When Joaquin returned to the screen two years later, River's shadow was something he couldn't dodge and wouldn't discuss. He did few interviews and was rarely pictured in the tabloids, preferring to stay at home with his girlfriend of three years, Liv Tyler, and best friend Casey Affleck, who eventually married Joaquin's sister Summer. Following his breakup with Tyler, Joaquin's date to premieres and awards shows most often was his mother or one of his sisters. He kept his world small and his ears closed to media chatter, trying to let the work speak for itself.

But as his films got harder, so did the press tours—and the sense that Phoenix really might not enjoy being so different.

After capturing the drunk and unhinged Johnny Cash in Walk the Line, Phoenix voluntarily checked himself into rehab to clear his head and, he quipped, rally support for his second Oscar nod. (Not that he really cared if he won. "I don't think I've ever seen a movie and been, like, 'That was fucking amazing—was he nominated for that?'" he says. "Maybe we should just do the awards 20 years later, and then you can actually tell if something's any good.")

He soon checked himself out and was barraged by journalists prodding him to say he drew on River's fatal overdose to reflect Cash's pain at losing his older brother in a table-saw accident. He shut them down, storming out of an interview with Rolling Stone. On the red carpet at the film's LA premiere, he turned the tables on an AP reporter. "Do I have a large frog in my hair?" he asked. "Something's crawling out of my scalp." When the journalist awkwardly demurred, Phoenix pressed on. "No, but I feel it. I'm not worried about the looks. I'm worried about the sensation of my brain being eaten."

Three years later, Phoenix was back on Letterman, acting as if his mind actually had been devoured.

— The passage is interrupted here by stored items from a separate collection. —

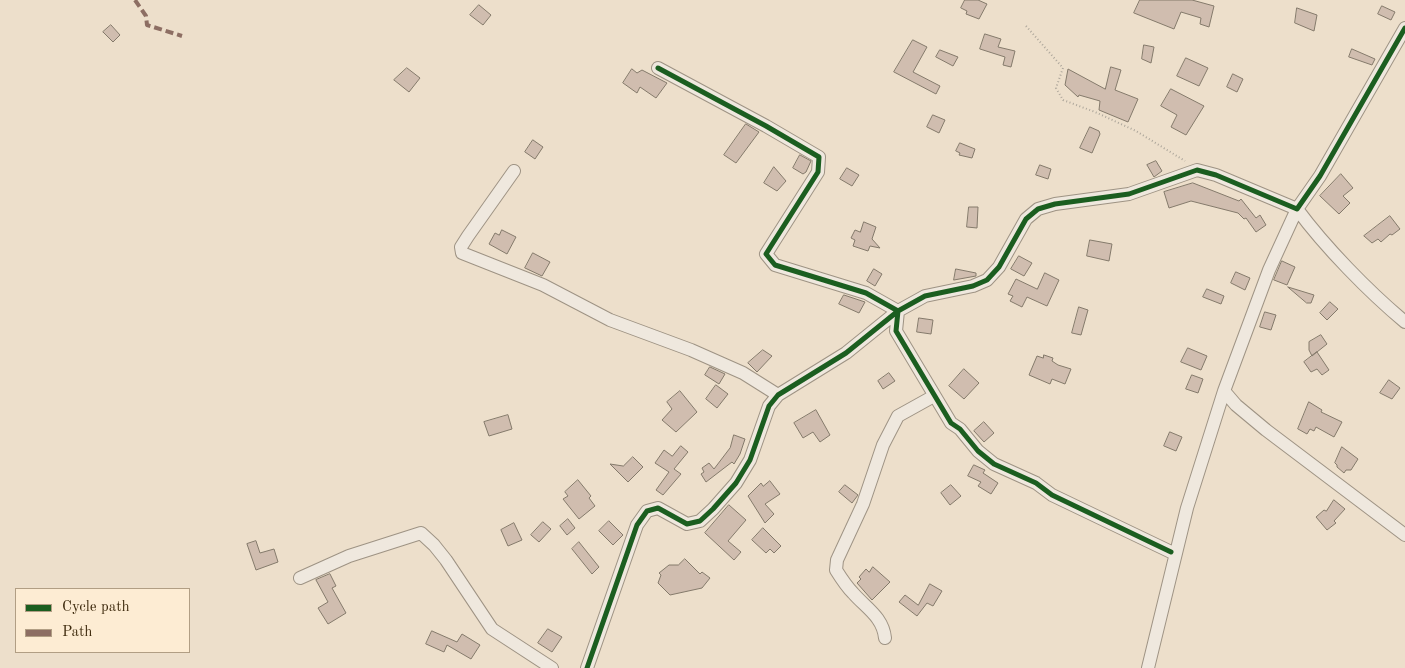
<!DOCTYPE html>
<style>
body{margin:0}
#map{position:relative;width:1405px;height:668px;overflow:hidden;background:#eddfcb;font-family:"Old Standard TT",serif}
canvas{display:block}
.legend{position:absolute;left:15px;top:588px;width:175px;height:65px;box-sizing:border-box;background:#fdecd3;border:1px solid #b19e84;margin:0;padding:6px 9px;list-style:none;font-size:15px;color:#3e2a0d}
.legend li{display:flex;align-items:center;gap:10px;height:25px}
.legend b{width:25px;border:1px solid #b19e84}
</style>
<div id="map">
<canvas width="1405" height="668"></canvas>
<ul class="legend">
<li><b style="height:6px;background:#1b5e20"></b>Cycle path</li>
<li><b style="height:6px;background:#8d6e63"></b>Path</li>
</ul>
</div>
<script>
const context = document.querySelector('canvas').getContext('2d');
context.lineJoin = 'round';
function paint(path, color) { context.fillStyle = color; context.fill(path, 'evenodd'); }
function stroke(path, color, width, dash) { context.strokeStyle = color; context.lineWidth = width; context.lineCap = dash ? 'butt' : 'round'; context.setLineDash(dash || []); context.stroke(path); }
const building = new Path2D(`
 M965,0h13l9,4 -8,15 -13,-5 1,-3 -6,-3z
 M1140,0h52l22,6 -5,21 -9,-3 1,-6 -20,-6 -7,17 -40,-16z
 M479,5l12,10 -8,10 -13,-10z
 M1382,6l13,6 -4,8 -13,-6z
 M1297,8l20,7 -3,16 -19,-8z
 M111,25l9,10 -7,7 -10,-10z
 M985,34l16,5 -3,8 17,4 -4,16 -8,-2 2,-8 -25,-8z
 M913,40l14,7 -14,25 27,14 -4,8 -42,-22z
 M1144,45l10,2 -3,16 -9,-4z
 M1352,49l23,10 -3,6 -23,-8z
 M940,50l18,7 -5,9 -17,-9z
 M1186,58l22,10 -9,18 -22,-10z
 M1111,67l10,3 -6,20 23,9 -10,23 -29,-12 1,-9 -21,-6 -1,2 -13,-12 3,-16 37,20z
 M407,68l13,10 -11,14 -15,-12z
 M632,69l5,4 5,-3 25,13 -11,15 -16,-11 -3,6 -14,-10z
 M1233,74l10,5 -6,13 -10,-5z
 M1171,89l33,17 -18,29 -15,-8 6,-12 -16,-9z
 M933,115l12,5 -6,13 -12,-6z
 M746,124l13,8 -23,31 -12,-8z
 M1090,127l9,4 1,3 -8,19 -12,-5z
 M533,140l10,7 -8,12 -10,-7z
 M960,143l15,6 -3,9 -13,-3 1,-2 -4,-2z
 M800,155l11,6 -5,11 -3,2 -10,-6z
 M1156,161l6,10 -8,6 -7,-12z
 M1040,165l11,4 -3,10 -12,-4z
 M774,167l12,14 -9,10 -13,-8z
 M847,168l12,7 -7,11 -12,-7z
 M1341,174l12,14 -10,8 7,7 -11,11 -19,-18z
 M1193,183l46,18 2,-2 15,19 4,-3 6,10 -10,7 -10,-14 -2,1 -6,-6 -47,-12 -22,7 -5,-16z
 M969,207h9l-1,21 -10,-1z
 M1390,216l10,13 -8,6 -2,-1 -9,8 -3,-3 -6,4 -8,-7z
 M864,222l12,5 -4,12 8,9 -10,-2 -2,5 -15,-5 2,-6 -4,-2 4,-8 5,2z
 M502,230l14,7 -9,17 -18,-10 6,-11 4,2z
 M1090,240l22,4 -3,17 -22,-5z
 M533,253l17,9 -8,14 -17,-8z
 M1019,256l13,7 -8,13 -13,-7z
 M1282,261l13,6 -8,18 -13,-5z
 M874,269l8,5 -7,12 -8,-5z
 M956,269l20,4v3l-22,4z
 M1236,272l14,6 -5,12 -14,-7z
 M1045,273l14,7 -12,26 -20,-9 -5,10 -12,-6 3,-5 -5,-2 8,-15 21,10z
 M1288,287l26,8 -3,8h-4z
 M1207,289l17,7 -3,8 -18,-7z
 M844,295l21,7 -6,11 -20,-9z
 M1330,302l8,7 -11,11 -7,-7z
 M1079,307l9,3 -7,25 -9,-2z
 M1265,312l11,3 -5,15 -11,-3z
 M919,318l14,2 -2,14 -14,-2z
 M1321,335l6,9 -15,12 -3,-6v-8z
 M1188,348l19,8 -6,14 -20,-8z
 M763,350l9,6 -15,16 -9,-9z
 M1317,352l12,18 -7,5 -5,-6 -6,3 -7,-10z
 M1044,355l9,3 -1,3 6,4 13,4 -6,15 -13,-5 -2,5 -21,-9 8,-19 6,2z
 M710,367l15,7 -6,10 -14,-9z
 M964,369l15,14 -15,16 -15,-13z
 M889,373l6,8 -12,8 -5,-8z
 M1192,375l11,4 -5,14 -12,-4z
 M1389,380l11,8 -8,11 -12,-6z
 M716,385l12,9 -11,14 -11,-9z
 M680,391l17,21 -21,20 -14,-12 10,-11 -5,-7z
 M1309,402l13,8 -1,2 21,10 -8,15 -18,-10 -2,4 -4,-2 -3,5 -9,-5z
 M816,410l14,25 -10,7 -7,-10 -10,6 -9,-15z
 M508,415l4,14 -23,7 -5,-14z
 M984,422l10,11 -10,9 -10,-11z
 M1170,432l12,5 -6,14 -12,-5z
 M734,435l11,4 -5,15 -6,10 -2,-2 -26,20 -5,-8 3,-2 -2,-4 7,-5 5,6 16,-21z
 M681,446l7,6 -14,17 7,5 -18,21 -7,-5 13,-18 -14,-9 9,-13 8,6z
 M1342,447l16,12 -7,11h-5l-2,3 -7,-6v-2l-2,-2z
 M633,457l10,10 -15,15 -18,-18 13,2z
 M974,465l11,5 -2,3 15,10 -7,11 -13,-8 3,-4 -13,-6z
 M578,480l13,16 -2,2 6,8 -16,13 -16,-20 5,-3 -3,-4z
 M770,481l10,13 -15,10 9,10 -9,9 -17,-27 13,-13 2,3z
 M845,485l13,10 -6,8 -13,-11z
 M951,485l10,11 -11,9 -9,-12z
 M1334,500l11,9 -11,12 2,2 -9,7 -11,-13 8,-7 2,1z
 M729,505l17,15 -18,21 13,11 -7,8 -29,-27z
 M568,519l7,9 -8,7 -7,-9z
 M609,521l14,14 -10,10 -14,-14z
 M543,522l8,7 -12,13 -8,-7z
 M514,523l8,17 -14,6 -7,-16z
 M763,528l18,18 -7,7 -4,-4 -4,4 -14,-13z
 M256,541l4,12 14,-4 4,13 -22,8 -9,-26z
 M579,542l20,25 -7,7 -20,-25z
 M685,559l15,15 2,-2 8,6 -8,10 -32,7 -12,-12 3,-8 -2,-2 10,-8h9z
 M873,567l17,15 -18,18 -15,-17 4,-4 -2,-2 7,-8 3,3z
 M330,574l6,12 -4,2 14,25 -18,11 -10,-16 10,-6 -12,-22z
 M930,584l12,7 -9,15 -6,-3 -10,13 -18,-14 6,-7 13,10z
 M548,629l14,8 -10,15 -14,-9z
 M432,631l25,11 5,-8 18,11 -9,14 -24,-14 -3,7 -18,-8z`);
const path = new Path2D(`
 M1026,26l37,42 -7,20 7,12 32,12 41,19 49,30`);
const minor = new Path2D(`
 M658,68l108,58 53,31 -1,15 -47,74 -5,8 9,11 91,28 32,18 -2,20 55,92 9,6 18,22 16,13 42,19 16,12 119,57
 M514,171l-46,65 -7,11 1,6 81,32 67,35 81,30 52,23 35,22
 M1297,209c28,38 72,83 108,113
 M1224,391l12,14 30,25 139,105
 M300,578l49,-22 72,-23 13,12 12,15 46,69 60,39
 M885,638c-2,-21 -19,-30 -32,-45 -7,-7 -12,-15 -17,-23l1,-10 26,-56 20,-59 15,-29 36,-20
 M587,668l50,-143 10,-14 11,-3 29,16 13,-3 13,-12 23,-26 14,-23 19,-54 9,-11 68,-42 52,-42 27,-15 48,-10 14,-6 12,-13 27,-48 12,-10 17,-5 74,-10 68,-24 19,5 81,34 23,-33 85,-148
 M1148,668l39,-160 37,-117 45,-121 28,-61`);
const quiet = new Path2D(`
 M135,0l11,16 1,9 35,11`);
const cycleway = new Path2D(`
 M658,68l108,58 53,31 -1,15 -47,74 -5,8 9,11 91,28 32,18 -2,20 55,92 9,6 18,22 16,13 42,19 16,12 119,57
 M587,668l50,-143 10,-14 11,-3 29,16 13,-3 13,-12 23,-26 14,-23 19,-54 9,-11 68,-42 52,-42 27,-15 48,-10 14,-6 12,-13 27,-48 12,-10 17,-5 74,-10 68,-24 19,5 81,34 23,-33 85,-148`);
paint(building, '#d0bdaf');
stroke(building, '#847a6b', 1);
stroke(minor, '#9e9384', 14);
stroke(path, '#ada69b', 2, [1, 2.5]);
stroke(minor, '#efe8de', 12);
stroke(quiet, '#8d6e63', 4, [8, 4]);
stroke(cycleway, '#1b5e20', 5);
</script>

The intro of I'm Still Here is a fast-forward through his life: young Phoenix leaping off a Panamanian waterfall; a barely older Phoenix singing on a street corner with his siblings in matching gold jump suits; and, finally, a grown-up Phoenix pacing in his Hollywood Hills back yard overlooking the Los Angeles nightlife, wondering, "I don't know what happened to me first. Whether they said that I was emotional and intense and complicated, or whether I was truly complicated and intense, and then they responded to it."